The United States joined the European Union Monday in criticizing an attempt by Iran's hard-line Guardians Council to exclude reformist candidates from running in next month's presidential election. Iranian Supreme leader Ayatollah Ali Khamenei has told the council to reconsider the move.
The Bush administration, a frequent critic of Iran's unelected religious authorities, says it is deeply troubled by the attempt to exclude moderate and women candidates from the election and says the move does a grave disservice to the Iranian people.
The Guardians Council, a panel of conservative clerics and jurists who supervise elections and vet legislation to assure it conforms to Islamic law, rejected all but six presidential hopefuls out of a field of more than 1,000 contenders.
Among those barred from running were the most prominent moderate candidates as well as all 93 women who had registered to contest the June 17 election to succeed incumbent reformist President Mohammad Khatami.
As he did after a similar move by the Guardians Council to limit the field in 2004 legislative elections, Ayatollah Khamenei ordered the council to reconsider, though it is unclear whether, or to what degree, the panel might relent.
The European Union, which begins a new round of talks with Iran on its nuclear program Wednesday, said it was very disappointed by the council's decision.
The critical U.S. reaction came from State Department Spokesman Richard Boucher, who said it is particularly ironic that the decision came on the seventh anniversary of the date the Iranian electorate went to the polls to elect Mr. Khatami, who was not supported by the hard-line clerics:
"Today's disqualifications are clearly intended to insure that only those completely acceptable to the hard-line regime are presented to the electorate. As always, the United States believes the Iranian people deserve to shape the governance of their country and to choose their own leaders. The hopes and dreams of the Iranian people have gone sadly unfulfilled. But their aspirations for a better and freer Iran remain," he said.
After Ayatollah Khamenei intervened with the council in 2004, it agreed to reinstate only a handful of parliamentary candidates, with Mr. Boucher noting that the result was an electoral process that was deeply flawed.

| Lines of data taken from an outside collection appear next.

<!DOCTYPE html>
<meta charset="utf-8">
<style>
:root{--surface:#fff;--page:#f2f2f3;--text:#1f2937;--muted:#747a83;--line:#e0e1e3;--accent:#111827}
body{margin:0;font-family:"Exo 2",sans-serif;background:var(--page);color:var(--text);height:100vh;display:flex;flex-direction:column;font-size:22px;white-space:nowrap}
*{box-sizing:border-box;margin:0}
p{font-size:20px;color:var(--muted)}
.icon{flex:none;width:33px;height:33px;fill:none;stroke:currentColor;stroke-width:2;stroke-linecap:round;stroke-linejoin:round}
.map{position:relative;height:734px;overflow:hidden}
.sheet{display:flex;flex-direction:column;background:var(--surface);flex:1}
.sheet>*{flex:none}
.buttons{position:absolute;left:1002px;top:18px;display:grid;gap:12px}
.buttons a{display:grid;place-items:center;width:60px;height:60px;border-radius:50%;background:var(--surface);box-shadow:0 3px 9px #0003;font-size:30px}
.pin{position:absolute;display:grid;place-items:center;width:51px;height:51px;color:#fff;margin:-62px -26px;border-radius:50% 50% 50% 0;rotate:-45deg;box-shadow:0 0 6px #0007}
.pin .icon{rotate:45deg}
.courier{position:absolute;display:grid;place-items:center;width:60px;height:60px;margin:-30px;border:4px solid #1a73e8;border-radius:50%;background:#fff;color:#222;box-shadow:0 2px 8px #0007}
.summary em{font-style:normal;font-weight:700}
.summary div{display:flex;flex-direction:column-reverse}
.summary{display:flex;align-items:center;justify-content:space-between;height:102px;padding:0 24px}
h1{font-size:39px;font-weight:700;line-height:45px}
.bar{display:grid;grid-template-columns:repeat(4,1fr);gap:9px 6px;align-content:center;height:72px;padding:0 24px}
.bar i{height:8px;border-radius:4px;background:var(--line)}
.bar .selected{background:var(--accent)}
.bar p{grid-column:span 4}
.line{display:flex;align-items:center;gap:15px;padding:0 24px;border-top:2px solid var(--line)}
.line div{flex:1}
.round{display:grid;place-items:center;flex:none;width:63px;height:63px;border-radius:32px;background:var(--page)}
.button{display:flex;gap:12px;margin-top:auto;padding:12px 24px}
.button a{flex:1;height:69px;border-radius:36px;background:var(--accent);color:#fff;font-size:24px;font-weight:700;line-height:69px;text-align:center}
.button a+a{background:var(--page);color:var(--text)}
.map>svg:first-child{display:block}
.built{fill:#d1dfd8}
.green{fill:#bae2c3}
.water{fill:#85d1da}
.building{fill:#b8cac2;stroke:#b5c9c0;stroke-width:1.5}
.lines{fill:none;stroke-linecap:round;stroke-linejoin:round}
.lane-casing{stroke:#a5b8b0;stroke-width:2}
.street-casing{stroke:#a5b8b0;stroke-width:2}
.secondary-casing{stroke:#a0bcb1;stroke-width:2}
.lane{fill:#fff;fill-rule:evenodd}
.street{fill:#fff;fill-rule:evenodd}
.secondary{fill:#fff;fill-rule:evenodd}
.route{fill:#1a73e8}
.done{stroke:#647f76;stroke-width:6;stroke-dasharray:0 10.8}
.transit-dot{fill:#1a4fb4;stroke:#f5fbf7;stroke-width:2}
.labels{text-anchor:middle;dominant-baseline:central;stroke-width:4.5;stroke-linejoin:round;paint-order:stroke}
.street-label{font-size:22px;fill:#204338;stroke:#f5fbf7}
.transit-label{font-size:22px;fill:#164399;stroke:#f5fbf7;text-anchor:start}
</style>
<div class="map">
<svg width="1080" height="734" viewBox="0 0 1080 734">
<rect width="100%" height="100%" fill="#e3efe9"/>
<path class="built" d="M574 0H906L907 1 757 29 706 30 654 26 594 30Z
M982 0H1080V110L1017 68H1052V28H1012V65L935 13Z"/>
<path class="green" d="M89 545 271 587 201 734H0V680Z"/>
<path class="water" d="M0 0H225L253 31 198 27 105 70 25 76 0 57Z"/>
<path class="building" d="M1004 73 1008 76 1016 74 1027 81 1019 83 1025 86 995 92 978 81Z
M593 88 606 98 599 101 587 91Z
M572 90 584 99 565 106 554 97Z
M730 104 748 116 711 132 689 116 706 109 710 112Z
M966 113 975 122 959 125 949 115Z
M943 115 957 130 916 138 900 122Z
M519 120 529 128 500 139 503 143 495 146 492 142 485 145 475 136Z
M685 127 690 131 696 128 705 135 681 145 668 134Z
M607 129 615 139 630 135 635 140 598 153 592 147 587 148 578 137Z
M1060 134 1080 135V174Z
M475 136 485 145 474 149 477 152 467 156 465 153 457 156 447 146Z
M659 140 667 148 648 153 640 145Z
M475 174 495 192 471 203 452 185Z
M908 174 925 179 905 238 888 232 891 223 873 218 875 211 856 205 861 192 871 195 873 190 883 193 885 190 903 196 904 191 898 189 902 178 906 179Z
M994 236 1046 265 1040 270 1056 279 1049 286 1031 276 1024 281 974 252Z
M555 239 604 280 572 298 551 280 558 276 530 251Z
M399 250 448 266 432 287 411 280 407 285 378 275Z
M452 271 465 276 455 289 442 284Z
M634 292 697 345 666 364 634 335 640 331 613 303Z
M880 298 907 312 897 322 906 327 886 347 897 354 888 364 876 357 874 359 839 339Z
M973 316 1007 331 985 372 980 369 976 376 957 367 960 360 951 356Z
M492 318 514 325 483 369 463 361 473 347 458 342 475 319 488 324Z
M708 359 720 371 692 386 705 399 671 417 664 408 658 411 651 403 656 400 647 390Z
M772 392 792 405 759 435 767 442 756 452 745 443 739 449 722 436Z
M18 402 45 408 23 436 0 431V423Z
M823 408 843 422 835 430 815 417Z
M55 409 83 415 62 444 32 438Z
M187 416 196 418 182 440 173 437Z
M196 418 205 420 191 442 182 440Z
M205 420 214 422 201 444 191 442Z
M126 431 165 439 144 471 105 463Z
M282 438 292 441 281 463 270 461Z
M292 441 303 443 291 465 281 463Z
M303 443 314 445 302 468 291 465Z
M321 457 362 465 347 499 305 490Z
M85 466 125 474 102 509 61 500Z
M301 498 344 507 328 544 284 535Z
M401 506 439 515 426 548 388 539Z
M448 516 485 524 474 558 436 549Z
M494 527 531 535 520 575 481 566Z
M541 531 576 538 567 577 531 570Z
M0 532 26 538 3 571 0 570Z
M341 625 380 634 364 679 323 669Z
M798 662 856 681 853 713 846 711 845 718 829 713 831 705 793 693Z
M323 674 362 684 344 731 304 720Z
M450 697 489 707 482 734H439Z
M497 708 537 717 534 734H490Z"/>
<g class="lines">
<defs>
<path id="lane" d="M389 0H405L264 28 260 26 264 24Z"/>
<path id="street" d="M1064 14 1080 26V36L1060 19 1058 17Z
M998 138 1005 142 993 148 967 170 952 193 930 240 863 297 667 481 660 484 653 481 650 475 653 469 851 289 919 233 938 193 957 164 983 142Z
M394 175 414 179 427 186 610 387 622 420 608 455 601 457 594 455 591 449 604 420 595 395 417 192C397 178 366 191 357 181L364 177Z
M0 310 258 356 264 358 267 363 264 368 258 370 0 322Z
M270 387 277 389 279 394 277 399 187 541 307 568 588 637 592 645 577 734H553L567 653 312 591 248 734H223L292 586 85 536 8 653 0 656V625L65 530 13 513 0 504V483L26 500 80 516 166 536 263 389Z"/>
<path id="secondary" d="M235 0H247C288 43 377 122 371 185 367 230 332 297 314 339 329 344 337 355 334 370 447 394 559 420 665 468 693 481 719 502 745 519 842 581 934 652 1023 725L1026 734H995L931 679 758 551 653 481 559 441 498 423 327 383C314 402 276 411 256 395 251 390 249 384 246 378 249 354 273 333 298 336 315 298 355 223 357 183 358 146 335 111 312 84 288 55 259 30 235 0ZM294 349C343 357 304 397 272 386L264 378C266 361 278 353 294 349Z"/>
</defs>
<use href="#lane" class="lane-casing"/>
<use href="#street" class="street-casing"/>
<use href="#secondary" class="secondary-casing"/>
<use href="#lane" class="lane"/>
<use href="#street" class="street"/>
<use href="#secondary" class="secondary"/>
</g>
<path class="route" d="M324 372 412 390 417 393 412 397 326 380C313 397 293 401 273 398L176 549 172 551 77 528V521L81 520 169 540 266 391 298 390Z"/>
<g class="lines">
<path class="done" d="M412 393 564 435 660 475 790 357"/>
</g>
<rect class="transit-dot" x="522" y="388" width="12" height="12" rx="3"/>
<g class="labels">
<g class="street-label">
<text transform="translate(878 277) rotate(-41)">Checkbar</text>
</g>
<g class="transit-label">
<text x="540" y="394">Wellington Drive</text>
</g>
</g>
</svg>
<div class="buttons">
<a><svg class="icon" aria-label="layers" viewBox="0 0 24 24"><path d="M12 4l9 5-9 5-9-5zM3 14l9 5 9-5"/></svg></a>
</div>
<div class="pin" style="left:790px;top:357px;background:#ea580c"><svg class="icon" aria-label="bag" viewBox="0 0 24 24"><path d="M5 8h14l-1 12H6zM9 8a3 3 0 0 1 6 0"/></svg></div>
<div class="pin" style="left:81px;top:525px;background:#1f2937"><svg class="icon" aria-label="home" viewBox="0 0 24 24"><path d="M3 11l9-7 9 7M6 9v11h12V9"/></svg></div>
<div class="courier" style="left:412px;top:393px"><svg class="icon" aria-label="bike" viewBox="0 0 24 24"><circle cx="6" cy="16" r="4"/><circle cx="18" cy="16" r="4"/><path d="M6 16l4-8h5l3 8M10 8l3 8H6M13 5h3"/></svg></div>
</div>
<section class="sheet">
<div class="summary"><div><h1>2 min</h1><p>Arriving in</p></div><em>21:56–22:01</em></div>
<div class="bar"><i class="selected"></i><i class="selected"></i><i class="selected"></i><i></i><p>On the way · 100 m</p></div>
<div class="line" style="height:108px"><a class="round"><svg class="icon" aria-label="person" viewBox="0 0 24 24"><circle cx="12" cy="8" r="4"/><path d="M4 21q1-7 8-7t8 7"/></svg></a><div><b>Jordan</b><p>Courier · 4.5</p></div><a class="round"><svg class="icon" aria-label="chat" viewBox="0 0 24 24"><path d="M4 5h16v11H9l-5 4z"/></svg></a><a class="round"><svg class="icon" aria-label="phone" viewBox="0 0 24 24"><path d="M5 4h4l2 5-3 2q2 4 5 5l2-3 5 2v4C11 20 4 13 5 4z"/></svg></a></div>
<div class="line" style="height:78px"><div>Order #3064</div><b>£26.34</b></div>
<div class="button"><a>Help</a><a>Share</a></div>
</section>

In a Washington speech earlier Monday, Secretary of State Condoleezza Rice said even the unelected leaders in Tehran must realize the Middle East is changing.
She told the pro-Israel lobbying group AIPAC that the energy of reform building in the region will one day inspire Iranians to demand their liberty and their rights," and said the United States stands with them.
She also said the world can tolerate neither the Iranian regime's efforts to subvert democratic government's through terrorism, nor any attempt by it to develop a nuclear weapon.